New Cytokine Targets in Inflammatory Bowel Disease

Thomas T. MacDonald, PhD, FRCPath, FMedSci

Thomas T. MacDonald, PhD, FRCPath, FMedSci

Dean for Research and Professor of Immunology
Centre for Immunology and Infectious Disease
Blizard Institute of Cell and Molecular Science
Barts and the London School of Medicine and Dentistry
London, England

G&H What role do cytokines play in inflammatory bowel disease?

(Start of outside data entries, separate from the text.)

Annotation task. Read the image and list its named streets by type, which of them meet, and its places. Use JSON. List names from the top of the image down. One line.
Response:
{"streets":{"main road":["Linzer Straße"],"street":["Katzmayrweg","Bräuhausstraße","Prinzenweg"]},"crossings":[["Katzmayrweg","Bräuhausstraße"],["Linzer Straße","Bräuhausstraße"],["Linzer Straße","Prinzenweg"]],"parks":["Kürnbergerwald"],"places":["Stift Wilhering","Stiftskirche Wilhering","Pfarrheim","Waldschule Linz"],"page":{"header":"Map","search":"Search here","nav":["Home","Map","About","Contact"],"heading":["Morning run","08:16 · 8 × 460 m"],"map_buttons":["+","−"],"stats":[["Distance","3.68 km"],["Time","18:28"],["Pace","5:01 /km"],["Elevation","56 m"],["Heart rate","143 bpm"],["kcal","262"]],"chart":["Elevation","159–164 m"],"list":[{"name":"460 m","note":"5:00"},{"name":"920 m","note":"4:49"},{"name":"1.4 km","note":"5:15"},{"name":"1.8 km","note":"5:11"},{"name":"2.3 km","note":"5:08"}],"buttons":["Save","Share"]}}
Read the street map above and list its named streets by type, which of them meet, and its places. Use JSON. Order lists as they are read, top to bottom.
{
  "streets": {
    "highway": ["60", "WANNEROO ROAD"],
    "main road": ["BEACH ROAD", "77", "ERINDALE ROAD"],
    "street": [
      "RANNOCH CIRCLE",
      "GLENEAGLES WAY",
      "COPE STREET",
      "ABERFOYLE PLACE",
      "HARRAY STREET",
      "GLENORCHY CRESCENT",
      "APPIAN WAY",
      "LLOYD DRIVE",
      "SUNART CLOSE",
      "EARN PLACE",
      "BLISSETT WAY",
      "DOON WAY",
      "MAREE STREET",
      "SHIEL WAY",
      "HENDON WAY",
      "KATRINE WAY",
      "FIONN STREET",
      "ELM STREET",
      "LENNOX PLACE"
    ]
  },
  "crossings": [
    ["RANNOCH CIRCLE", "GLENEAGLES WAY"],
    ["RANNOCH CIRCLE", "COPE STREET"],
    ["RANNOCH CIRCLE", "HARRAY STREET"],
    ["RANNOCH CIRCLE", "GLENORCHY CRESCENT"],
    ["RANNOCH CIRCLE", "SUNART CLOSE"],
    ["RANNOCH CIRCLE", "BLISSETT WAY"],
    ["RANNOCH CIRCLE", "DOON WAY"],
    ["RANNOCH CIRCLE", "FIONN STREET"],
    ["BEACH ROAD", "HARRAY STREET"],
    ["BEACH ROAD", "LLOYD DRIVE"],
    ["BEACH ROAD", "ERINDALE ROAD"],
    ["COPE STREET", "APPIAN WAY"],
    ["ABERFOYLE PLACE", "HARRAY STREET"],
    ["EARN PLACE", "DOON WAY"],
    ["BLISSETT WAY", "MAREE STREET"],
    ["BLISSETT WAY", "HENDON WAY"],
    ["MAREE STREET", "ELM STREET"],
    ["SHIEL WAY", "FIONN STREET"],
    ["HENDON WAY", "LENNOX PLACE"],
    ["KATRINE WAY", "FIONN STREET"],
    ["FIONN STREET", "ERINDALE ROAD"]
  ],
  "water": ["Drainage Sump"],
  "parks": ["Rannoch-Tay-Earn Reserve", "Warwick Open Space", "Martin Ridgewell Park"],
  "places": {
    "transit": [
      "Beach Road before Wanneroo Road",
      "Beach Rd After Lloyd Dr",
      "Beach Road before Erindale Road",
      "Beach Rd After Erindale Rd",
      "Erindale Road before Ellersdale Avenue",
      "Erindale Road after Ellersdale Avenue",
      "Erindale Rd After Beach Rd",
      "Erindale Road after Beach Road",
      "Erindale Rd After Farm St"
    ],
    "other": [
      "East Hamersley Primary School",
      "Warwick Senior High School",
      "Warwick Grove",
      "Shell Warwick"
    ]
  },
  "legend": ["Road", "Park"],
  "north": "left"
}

TM Data from animal models convincingly show an association between elevated concentrations of cytokines in the gut wall and murine inflammatory bowel disease (IBD). If researchers knock out or overexpress certain cytokine genes, they can either prevent or cause IBD in mice and rats. Likewise, antibody-mediated neutralization of many different cytokines has been reported to ameliorate experimental IBD. In humans, it is clear that the levels of many different cytokines are elevated in the gut wall of patients with ulcerative colitis (UC) or Crohn’s disease (CD). The success of anti–tumor necrosis factor a (anti-TNFα) therapy—as well as the limited success of other agents such as anti–interleukin (IL)-6—also indicates that cytokines are critically important in driving inflammation in human IBD.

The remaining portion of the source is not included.